2. The green ecological three-dimensional landscape wall according to claim 1, characterized in that: Each of the ventilation holes (202) has a retaining net (206) fixedly connected to its inner wall.
3. The green ecological three-dimensional landscape wall according to claim 1, characterized in that: Each ventilation slot (204) has a dustproof net (207) fixedly connected to its inner wall, and one side of the dustproof net (207) is flush with the outer surface of the windshield shell (203).
4. The green ecological three-dimensional landscape wall according to claim 1, characterized in that: The front of the planting frame (201) is slidably connected to a slide rod (208), and a soil loosening rod (209) is fixedly connected to the outer surface of the slide rod (208).

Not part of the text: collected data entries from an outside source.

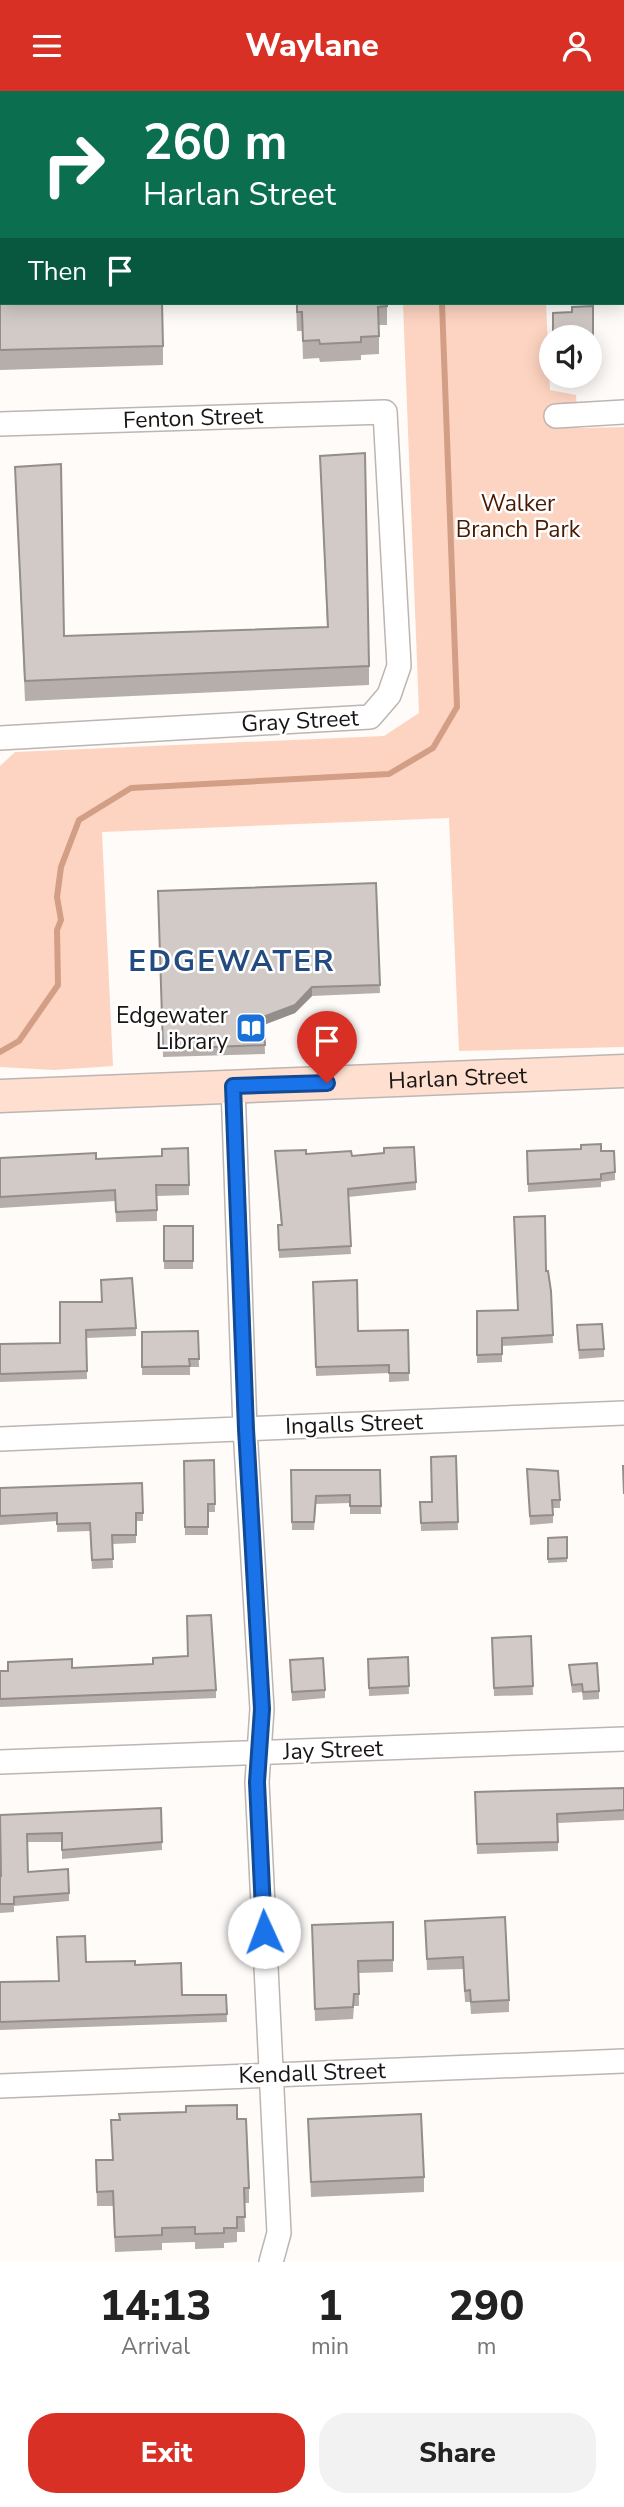 <!DOCTYPE html>
<style>
:root{--surface:#fff;--page:#f2f2f2;--text:#222;--muted:#767676;--accent:#d93025}
body{margin:0;font-family:"Nunito Sans",sans-serif;background:var(--page);color:var(--text);height:100vh;display:flex;flex-direction:column;font-size:26px;white-space:nowrap}
*{box-sizing:border-box;margin:0}
p{font-size:23px;color:var(--muted)}
.icon{flex:none;width:38px;height:38px;fill:none;stroke:currentColor;stroke-width:2;stroke-linecap:round;stroke-linejoin:round}
.map{position:relative;height:2171px;overflow:hidden}
.drawer{display:flex;flex-direction:column;background:var(--surface);flex:1}
.drawer>*{flex:none}
.hud{position:absolute;left:0px;top:0px;width:625px;height:214px;box-shadow:0 4px 18px #0003;background:#0b6e4f;color:#fff;overflow:hidden}
.controls{position:absolute;left:539px;top:234px;display:grid;gap:14px}
.controls a{display:grid;place-items:center;width:63px;height:63px;border-radius:50%;background:var(--surface);box-shadow:0 4px 18px #0003;font-size:35px}
.pin{position:absolute;display:grid;place-items:center;width:60px;height:60px;color:#fff;margin:-72px -30px;border-radius:50% 50% 50% 0;rotate:-45deg;box-shadow:0 0 7px #0007}
.pin .icon{rotate:45deg}
.me{position:absolute;width:77px;margin:-38px;rotate:358deg;stroke-linejoin:round;filter:drop-shadow(0 0 5px #0008)}
.turn{display:flex;align-items:center;gap:24px;height:147px;padding:0 28px;font-size:32px}
.turn .icon{width:91px;height:91px;stroke-width:2.5}
.turn b{display:block;font-size:49px;line-height:60px}
.then{display:flex;align-items:center;height:66px;padding:0 28px;background:#0003;gap:14px;font-size:26px}
.eta{display:flex;justify-content:space-evenly;align-items:center;height:119px;text-align:center}
.eta b{font-size:42px;font-weight:800;line-height:49px}
.primary-button{display:flex;gap:14px;margin-top:auto;padding:14px 28px}
.primary-button a{flex:1;height:80px;border-radius:28px;background:var(--accent);color:#fff;font-size:28px;font-weight:800;line-height:80px;text-align:center}
.primary-button a+a{background:var(--page);color:var(--text)}
header{display:flex;justify-content:space-between;align-items:center;height:91px;padding:0 28px;background:var(--accent);color:#fff;font-size:32px;font-weight:800}
.map>svg:first-child{display:block}
</style>
<header><svg class="icon" aria-label="menu" viewBox="0 0 24 24"><path d="M4 6h16M4 12h16M4 18h16"/></svg>Waylane<svg class="icon" aria-label="person" viewBox="0 0 24 24"><circle cx="12" cy="8" r="4"/><path d="M4 21q1-7 8-7t8 7"/></svg></header>
<div class="map">
<svg width="624" height="2171" viewBox="0 0 624 2171">
<rect width="100%" height="100%" fill="#fefbf9"/>
<path fill="#fdd4c1" d="M403,212H546L550,299L576,304L578,337L624,336V956L459,960L449,727L102,741L113,975L54,979L0,976V675L15,661L384,645L419,622Z"/>
<g fill="none" stroke-linecap="round" stroke-linejoin="round">
<path stroke="#d29e85" stroke-width="6" d="M0,961L19,950L58,894L57,839L61,829L57,806L61,776L79,729L131,697L389,683L433,657L457,616L442,212"/>
<g stroke="#bdb5b1" stroke-width="26">
<path id="street" d="M208,2L251,0
M0,9H2
M556,325L624,321
M0,333L385,321L399,575L389,604L370,626L0,647
M233,995L245,1338L262,1618L257,1691L279,2142L271,2171
M0,1348L624,1322
M0,1671L624,1648
M0,1995L624,1970"/>
</g>
<g stroke="#bdb5b1" stroke-width="35">
<g id="secondary">
<path id="s1" d="M0,1005L624,980"/>
</g>
</g>
<use href="#street" stroke="#fff" stroke-width="23"/>
<use href="#secondary" stroke="#ffe0d0" stroke-width="32"/>
</g>
<path fill="#b5aeaa" d="M0,49H2V127H0Z
M0,199L163,255V274L0,279Z
M296,212H387V234H379V263L361,264V269L320,271L319,267L303,268L302,240H297Z
M590,212H619L591,213Z
M593,215V254H590V247H553L572,221Z
M320,365L369,575V594L25,610L15,376L64,545L327,536Z
M376,792L380,902L312,905L295,922L264,934L265,963L163,966L158,800Z
M275,1060L352,1065L416,1091V1099L348,1106L351,1163L279,1167L278,1134H281Z
M527,1060H601L615,1081V1089L601,1091V1096L528,1101Z
M0,1067L96,1068L189,1094V1104L157,1105V1130L116,1131L115,1110L0,1117Z
M164,1135H193V1178H164Z
M546,1180L551,1200L553,1252L502,1255V1271L477,1272V1220L517,1219Z
M313,1191L358,1240L408,1239L409,1290L389,1291V1282L316,1285Z
M60,1211L136,1237V1245L86,1247L87,1288L0,1291V1253L60,1252Z
M198,1240L199,1276H190V1284H142V1241Z
M577,1242L604,1258V1266L579,1268Z
M456,1365L458,1439L421,1440L420,1411H432Z
M214,1369L215,1421H208V1444H185L184,1370Z
M527,1378L560,1409V1417H553V1432L530,1434Z
M291,1379H380L381,1423H350V1412L316,1413L314,1439H292Z
M0,1397L143,1422V1430H136V1452L112,1453L113,1477L92,1478L90,1440L57,1441V1430L0,1434Z
M567,1446V1471L548,1472V1447Z
M531,1545L533,1604L494,1605L492,1547Z
M408,1566L409,1603L369,1605L368,1568Z
M290,1569L325,1599V1607L292,1610Z
M569,1574L599,1600V1608L583,1609L582,1601L572,1602Z
M72,1577L216,1599V1607L0,1616V1580Z
M624,1697V1729L558,1732V1760L477,1763L475,1701Z
M161,1717L162,1759L62,1768V1751H27L28,1781L69,1802V1810L14,1815V1821L0,1822V1724Z
M425,1830L509,1909V1921L471,1923L470,1911H465L463,1878L427,1879Z
M393,1831V1881L359,1882V1915H354L353,1928L315,1930L312,1834Z
M86,1871L135,1874L182,1904H226L227,1931L0,1939V1891L59,1890Z
M237,2028L249,2097V2112H244L245,2141H237V2151L224,2152V2157L195,2158V2151L162,2152V2159L115,2161L113,2115H97L96,2069H112Z
M308,2028L424,2086V2101L311,2106Z"/>
<path fill="#938d8b" d="M312,896V905L295,922L263,934V926Z"/>
<path fill="#d2cac6" stroke="#938d8b" stroke-width="2" d="M623,46H624V105H623Z
M0,49H2V108H0Z
M0,199H2V212H162L163,255L0,259Z
M297,212H387V215L378,216L379,245L361,246V251L320,253L319,249L303,250L302,221H297Z
M593,215V245L553,246V222L572,221V216Z
M365,362L369,575L25,590L15,376L61,373L64,545L328,536L320,365Z
M376,792L380,894L312,896L295,914L263,926L265,954L163,958L158,800Z
M601,1053V1060H614L615,1081L601,1083V1088L528,1093L527,1060L581,1058V1054Z
M414,1056L416,1091L348,1098L351,1155L279,1159L278,1134H282L275,1060L306,1059V1063L351,1060L352,1065L384,1062V1057Z
M188,1057L189,1094H156L157,1119L116,1121L115,1099L0,1106V1067L96,1062V1068L162,1065V1058Z
M545,1125L546,1180H548L551,1200L553,1244L502,1247V1263L477,1264V1220L518,1219L514,1126Z
M164,1135H193V1170H164Z
M132,1187L136,1237L86,1239L87,1280L0,1283V1253L60,1252V1211H102L101,1189Z
M357,1189L358,1240L408,1239L409,1282H389V1274L316,1276L313,1191Z
M602,1233L604,1258L579,1259L577,1234Z
M198,1240L199,1268H189L190,1275L142,1276V1241Z
M456,1365L458,1431L421,1432L420,1411H432L431,1366Z
M214,1369L215,1413H208V1436H185L184,1370Z
M623,1375H624V1403Z
M527,1378L558,1380L560,1409H552L553,1424L530,1425Z
M291,1379H380L381,1415H350V1404L316,1405L314,1431H292Z
M142,1392L143,1422H136V1444H112L113,1468L92,1469L90,1432L57,1433V1422L0,1425V1397Z
M567,1446V1467L548,1468V1447Z
M211,1524L216,1599L0,1608V1580H8V1571L72,1568V1577L153,1573V1567L188,1565L187,1525Z
M531,1545L533,1595L494,1597L492,1547Z
M408,1566L409,1595L369,1597L368,1568Z
M323,1567L325,1599L292,1601L290,1569Z
M597,1572L599,1600L583,1601L582,1593L572,1594L569,1574Z
M624,1697V1719L557,1723L558,1751L477,1753L475,1701Z
M161,1717L162,1751L62,1759V1742L27,1743L28,1781L68,1778L69,1802L14,1806V1813H0V1785H1L0,1724Z
M505,1826L509,1909L471,1911L470,1899L465,1900L463,1866L427,1868L425,1830Z
M393,1831V1869L358,1870L359,1903H354L353,1916L315,1918L312,1834Z
M85,1845L86,1871L135,1870V1874L181,1872L182,1904H226L227,1923L0,1931V1891L59,1890L57,1846Z
M237,2014V2028H246L249,2097H244L245,2126H237V2137H224V2142L195,2143V2136L162,2137V2144L115,2146L113,2100L97,2101L96,2069H113L111,2029H120L119,2023L186,2021V2015Z
M421,2023L424,2086L311,2091L308,2028Z"/>
<g fill="none" stroke-linecap="round" stroke-linejoin="round">
<g stroke="#114b97" stroke-width="18">
<path id="route" d="M264,1841L257,1691L262,1618L246,1338L233,995L327,992"/>
</g>
<use href="#route" stroke="#1a73e8" stroke-width="12"/>
</g>
<defs>
<g id="library-square" transform="scale(1.575)"><rect x="-9" y="-9" width="18" height="18" rx="4" fill="#1970d9" stroke="#fff"/><path d="M-6-4Q-3-5.5-.7-3.5V5Q-3 3-6 4ZM6-4Q3-5.5 .7-3.5V5Q3 3 6 4Z" fill="#fff"/></g>
</defs>
<g fill-rule="evenodd">
<use href="#library-square" x="251" y="937"/>
</g>
<g text-anchor="middle" dominant-baseline="central" stroke-width="5" stroke-linejoin="round" paint-order="stroke">
<g font-size="23" fill="#181514" stroke="#fff">
<text transform="translate(193 327) rotate(-2)">Fenton Street</text>
<text transform="translate(300 630) rotate(-3)">Gray Street</text>
<text stroke="none"><textPath href="#s1" startOffset="458">Harlan Street</textPath></text>
<text transform="translate(354 1333) rotate(-2)">Ingalls Street</text>
<text transform="translate(333 1659) rotate(-2)">Jay Street</text>
<text transform="translate(312 1982) rotate(-2)">Kendall Street</text>
</g>
<g font-size="23" fill="#491900" stroke="#fff">
<text x="518" y="412">Walker<tspan x="518" dy="26">Branch Park</tspan></text>
</g>
<g font-size="23" fill="#181514" stroke="#fff" text-anchor="end">
<text x="228" y="924">Edgewater<tspan x="228" dy="26">Library</tspan></text>
</g>
<g font-size="30" font-weight="bold" letter-spacing="2" fill="#234b80" stroke="#fff">
<text x="232" y="870">EDGEWATER</text>
</g>
</g>
</svg>
<div class="controls">
<a><svg class="icon" aria-label="sound" viewBox="0 0 24 24"><path d="M4 9h4l5-4v14l-5-4H4zM17 9q2 3 0 6"/></svg></a>
</div>
<div class="pin" style="left:327px;top:992px;background:#d93025"><svg class="icon" aria-label="arrive" viewBox="0 0 24 24"><path d="M6 21V4h12l-3 4 3 4H6"/></svg></div>
<svg class="me" style="left:264px;top:1841px" viewBox="-20 -20 40 40"><circle r="19" fill="#fff"/><path d="M0-13L10 11 0 6-10 11z" fill="#1a73e8"/></svg>
<div class="hud">
<div class="turn"><svg class="icon" aria-label="right" viewBox="0 0 24 24"><path d="M7 20v-9h11M14 6l5 5-5 5"/></svg><div><b>260 m</b>Harlan Street</div></div>
<div class="then">Then<svg class="icon" aria-label="arrive" viewBox="0 0 24 24"><path d="M6 21V4h12l-3 4 3 4H6"/></svg></div>
</div>
</div>
<section class="drawer">
<div class="eta">
<div><b>14:13</b><p>Arrival</p></div>
<div><b>1</b><p>min</p></div>
<div><b>290</b><p>m</p></div>
</div>
<div class="primary-button"><a>Exit</a><a>Share</a></div>
</section>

5. The green ecological three-dimensional landscape wall according to claim 1, characterized in that: Each planting frame (201) has a reinforcing plate (210) fixedly connected to its back side, and the rear end of each reinforcing plate (210) is connected to the front side of the wall (1).
6. The green ecological three-dimensional landscape wall according to claim 1, characterized in that: The irrigation assembly (3) includes a collection box (301) fixedly connected to the front of the wall (1). The upper surface of the collection box (301) is connected to a delivery pipe (302). The delivery pipe (302) is connected to a plurality of collection pipes (303) arranged at equal distances. The top of each collection pipe (303) is connected to the bottom surface of the windproof shell (203).

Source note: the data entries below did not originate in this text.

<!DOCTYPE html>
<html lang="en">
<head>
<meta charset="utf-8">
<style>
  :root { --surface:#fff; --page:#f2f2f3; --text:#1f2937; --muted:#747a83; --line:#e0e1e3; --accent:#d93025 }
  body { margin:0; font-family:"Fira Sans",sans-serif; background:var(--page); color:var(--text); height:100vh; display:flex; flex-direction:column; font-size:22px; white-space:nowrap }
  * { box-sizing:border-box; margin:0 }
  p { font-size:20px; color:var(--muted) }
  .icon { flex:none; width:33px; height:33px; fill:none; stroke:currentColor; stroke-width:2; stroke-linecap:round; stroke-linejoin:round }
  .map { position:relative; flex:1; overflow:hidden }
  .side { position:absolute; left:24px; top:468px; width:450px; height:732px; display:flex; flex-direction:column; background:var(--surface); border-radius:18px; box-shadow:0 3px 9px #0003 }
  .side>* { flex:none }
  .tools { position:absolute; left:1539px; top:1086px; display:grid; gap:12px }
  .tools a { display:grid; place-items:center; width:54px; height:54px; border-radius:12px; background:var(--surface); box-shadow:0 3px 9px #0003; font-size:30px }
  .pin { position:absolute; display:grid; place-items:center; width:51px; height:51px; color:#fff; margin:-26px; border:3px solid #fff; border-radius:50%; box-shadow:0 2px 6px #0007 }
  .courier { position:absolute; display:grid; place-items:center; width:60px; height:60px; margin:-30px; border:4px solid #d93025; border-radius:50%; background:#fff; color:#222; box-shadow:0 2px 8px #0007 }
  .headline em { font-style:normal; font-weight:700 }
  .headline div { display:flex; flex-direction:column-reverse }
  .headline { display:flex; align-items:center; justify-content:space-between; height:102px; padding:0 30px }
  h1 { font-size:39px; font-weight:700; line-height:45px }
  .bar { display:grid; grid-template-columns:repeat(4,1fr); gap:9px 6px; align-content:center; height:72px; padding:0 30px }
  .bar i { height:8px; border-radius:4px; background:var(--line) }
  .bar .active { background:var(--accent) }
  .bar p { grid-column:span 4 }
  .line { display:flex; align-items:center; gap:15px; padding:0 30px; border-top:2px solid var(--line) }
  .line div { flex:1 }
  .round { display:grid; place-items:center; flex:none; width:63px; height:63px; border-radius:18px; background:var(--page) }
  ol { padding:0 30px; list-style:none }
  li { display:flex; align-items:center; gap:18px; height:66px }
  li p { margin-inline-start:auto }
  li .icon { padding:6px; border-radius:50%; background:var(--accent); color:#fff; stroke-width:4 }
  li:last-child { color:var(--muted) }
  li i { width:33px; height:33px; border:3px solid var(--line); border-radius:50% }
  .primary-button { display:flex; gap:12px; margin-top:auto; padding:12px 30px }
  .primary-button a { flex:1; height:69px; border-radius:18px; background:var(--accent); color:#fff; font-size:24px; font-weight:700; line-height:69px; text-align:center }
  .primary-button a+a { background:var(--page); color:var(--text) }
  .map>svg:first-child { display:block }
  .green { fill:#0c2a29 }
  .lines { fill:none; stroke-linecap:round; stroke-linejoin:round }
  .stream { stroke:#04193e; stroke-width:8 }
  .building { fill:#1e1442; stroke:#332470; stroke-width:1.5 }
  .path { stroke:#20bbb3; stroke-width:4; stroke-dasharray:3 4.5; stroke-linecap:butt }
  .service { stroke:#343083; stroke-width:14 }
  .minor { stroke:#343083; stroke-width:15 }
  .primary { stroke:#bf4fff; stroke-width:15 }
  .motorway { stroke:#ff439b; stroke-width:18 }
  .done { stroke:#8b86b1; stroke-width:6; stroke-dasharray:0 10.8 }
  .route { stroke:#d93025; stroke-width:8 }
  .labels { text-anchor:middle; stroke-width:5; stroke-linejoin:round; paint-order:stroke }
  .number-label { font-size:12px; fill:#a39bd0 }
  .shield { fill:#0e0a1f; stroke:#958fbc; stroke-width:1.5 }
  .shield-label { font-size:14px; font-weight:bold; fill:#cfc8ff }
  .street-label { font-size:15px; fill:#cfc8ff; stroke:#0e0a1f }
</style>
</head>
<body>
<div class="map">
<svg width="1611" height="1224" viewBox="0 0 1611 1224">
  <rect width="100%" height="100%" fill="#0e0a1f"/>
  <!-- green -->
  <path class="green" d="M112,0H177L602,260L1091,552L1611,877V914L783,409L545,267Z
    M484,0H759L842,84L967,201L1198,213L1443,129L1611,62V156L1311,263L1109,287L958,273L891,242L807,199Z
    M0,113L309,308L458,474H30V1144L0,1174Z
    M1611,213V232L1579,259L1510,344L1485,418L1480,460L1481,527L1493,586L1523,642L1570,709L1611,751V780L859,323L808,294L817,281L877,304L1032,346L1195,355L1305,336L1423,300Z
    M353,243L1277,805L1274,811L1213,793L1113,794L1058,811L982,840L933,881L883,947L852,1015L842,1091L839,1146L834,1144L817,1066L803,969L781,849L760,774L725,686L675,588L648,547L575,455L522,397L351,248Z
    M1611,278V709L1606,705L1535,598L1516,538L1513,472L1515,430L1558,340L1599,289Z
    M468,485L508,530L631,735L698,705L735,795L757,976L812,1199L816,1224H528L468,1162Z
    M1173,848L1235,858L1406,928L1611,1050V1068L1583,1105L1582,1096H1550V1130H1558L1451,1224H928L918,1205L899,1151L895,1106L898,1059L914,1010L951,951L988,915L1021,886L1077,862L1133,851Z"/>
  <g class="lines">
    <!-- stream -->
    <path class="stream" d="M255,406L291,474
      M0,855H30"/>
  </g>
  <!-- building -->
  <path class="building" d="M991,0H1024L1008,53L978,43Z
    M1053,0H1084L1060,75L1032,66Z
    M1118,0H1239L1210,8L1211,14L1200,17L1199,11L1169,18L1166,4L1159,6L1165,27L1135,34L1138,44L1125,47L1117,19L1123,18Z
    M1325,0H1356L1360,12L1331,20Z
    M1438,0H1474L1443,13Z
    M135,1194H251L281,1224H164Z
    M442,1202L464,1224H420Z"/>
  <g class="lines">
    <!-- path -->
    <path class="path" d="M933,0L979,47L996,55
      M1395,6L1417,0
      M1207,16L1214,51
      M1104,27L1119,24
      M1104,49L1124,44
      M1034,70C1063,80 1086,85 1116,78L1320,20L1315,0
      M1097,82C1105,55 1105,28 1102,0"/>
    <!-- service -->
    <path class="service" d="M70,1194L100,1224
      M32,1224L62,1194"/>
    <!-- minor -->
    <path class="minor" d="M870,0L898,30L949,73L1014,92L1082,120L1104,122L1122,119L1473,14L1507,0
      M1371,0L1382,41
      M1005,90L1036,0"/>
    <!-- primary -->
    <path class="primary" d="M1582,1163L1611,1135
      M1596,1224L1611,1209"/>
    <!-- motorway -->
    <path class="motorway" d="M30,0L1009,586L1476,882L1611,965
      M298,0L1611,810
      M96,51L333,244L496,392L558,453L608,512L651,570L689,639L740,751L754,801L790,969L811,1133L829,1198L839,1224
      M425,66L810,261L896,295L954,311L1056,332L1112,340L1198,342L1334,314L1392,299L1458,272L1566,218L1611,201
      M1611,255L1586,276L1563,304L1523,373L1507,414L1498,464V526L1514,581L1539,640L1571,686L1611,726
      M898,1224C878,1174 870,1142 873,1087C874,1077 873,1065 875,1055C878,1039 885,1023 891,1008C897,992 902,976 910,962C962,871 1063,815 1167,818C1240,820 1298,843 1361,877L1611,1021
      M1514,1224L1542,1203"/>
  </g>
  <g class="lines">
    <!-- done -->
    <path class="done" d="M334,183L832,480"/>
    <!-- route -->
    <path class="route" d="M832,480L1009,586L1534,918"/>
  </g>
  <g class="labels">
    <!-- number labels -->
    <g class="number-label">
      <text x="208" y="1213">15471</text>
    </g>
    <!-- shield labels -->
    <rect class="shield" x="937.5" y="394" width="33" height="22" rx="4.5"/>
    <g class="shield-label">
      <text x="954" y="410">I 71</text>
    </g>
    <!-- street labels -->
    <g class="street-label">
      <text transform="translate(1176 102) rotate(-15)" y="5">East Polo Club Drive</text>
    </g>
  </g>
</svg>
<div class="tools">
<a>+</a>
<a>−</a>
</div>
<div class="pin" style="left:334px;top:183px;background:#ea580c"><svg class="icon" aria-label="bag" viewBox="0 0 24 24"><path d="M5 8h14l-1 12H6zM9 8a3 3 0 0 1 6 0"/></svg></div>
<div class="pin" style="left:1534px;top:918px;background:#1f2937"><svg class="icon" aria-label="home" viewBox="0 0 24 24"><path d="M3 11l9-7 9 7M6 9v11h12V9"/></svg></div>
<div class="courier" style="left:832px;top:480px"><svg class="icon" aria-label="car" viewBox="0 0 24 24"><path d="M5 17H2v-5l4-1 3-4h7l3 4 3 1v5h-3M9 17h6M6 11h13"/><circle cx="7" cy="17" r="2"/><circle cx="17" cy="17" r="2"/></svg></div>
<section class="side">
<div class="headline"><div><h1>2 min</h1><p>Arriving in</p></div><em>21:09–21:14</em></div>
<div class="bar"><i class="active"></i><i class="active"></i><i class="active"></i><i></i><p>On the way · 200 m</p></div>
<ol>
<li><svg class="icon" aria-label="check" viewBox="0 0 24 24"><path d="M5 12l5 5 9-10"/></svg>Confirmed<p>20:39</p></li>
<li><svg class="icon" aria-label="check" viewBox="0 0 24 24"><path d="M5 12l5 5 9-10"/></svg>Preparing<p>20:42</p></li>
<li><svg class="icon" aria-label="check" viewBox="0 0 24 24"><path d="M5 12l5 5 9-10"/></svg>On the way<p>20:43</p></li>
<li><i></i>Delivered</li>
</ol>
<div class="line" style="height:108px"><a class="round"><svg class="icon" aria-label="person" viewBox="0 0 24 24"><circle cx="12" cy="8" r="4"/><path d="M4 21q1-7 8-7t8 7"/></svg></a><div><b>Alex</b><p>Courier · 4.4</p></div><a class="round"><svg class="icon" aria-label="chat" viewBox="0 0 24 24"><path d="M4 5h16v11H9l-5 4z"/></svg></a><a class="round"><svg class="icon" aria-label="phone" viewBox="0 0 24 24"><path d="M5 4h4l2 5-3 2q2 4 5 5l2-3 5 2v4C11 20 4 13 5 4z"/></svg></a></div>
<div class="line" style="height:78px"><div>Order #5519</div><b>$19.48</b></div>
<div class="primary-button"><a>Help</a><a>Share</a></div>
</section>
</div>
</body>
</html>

7. The green ecological three-dimensional landscape wall according to claim 6, characterized in that: A pump body (304) is installed on the upper surface of the collection box (301), and the input end of the pump body (304) extends into the interior of the collection box (301). The output end of the pump body (304) is connected to a water supply pipe (305), and the water supply pipe (305) is connected to a plurality of irrigation pipes (306) arranged at equal intervals. The other end of each irrigation pipe (306) extends into the interior of the planting frame (201).
8. The green ecological three-dimensional landscape wall according to claim 6, characterized in that: The outer surface of the delivery pipe (302) and the outer surface of the water supply pipe (305) are both fixedly connected with a set of equally spaced reinforcing rings (307). The outer surface of each set of reinforcing rings (307) is fixedly connected with a support frame (308). The other end of each support frame (308) is connected to the front of the wall (1).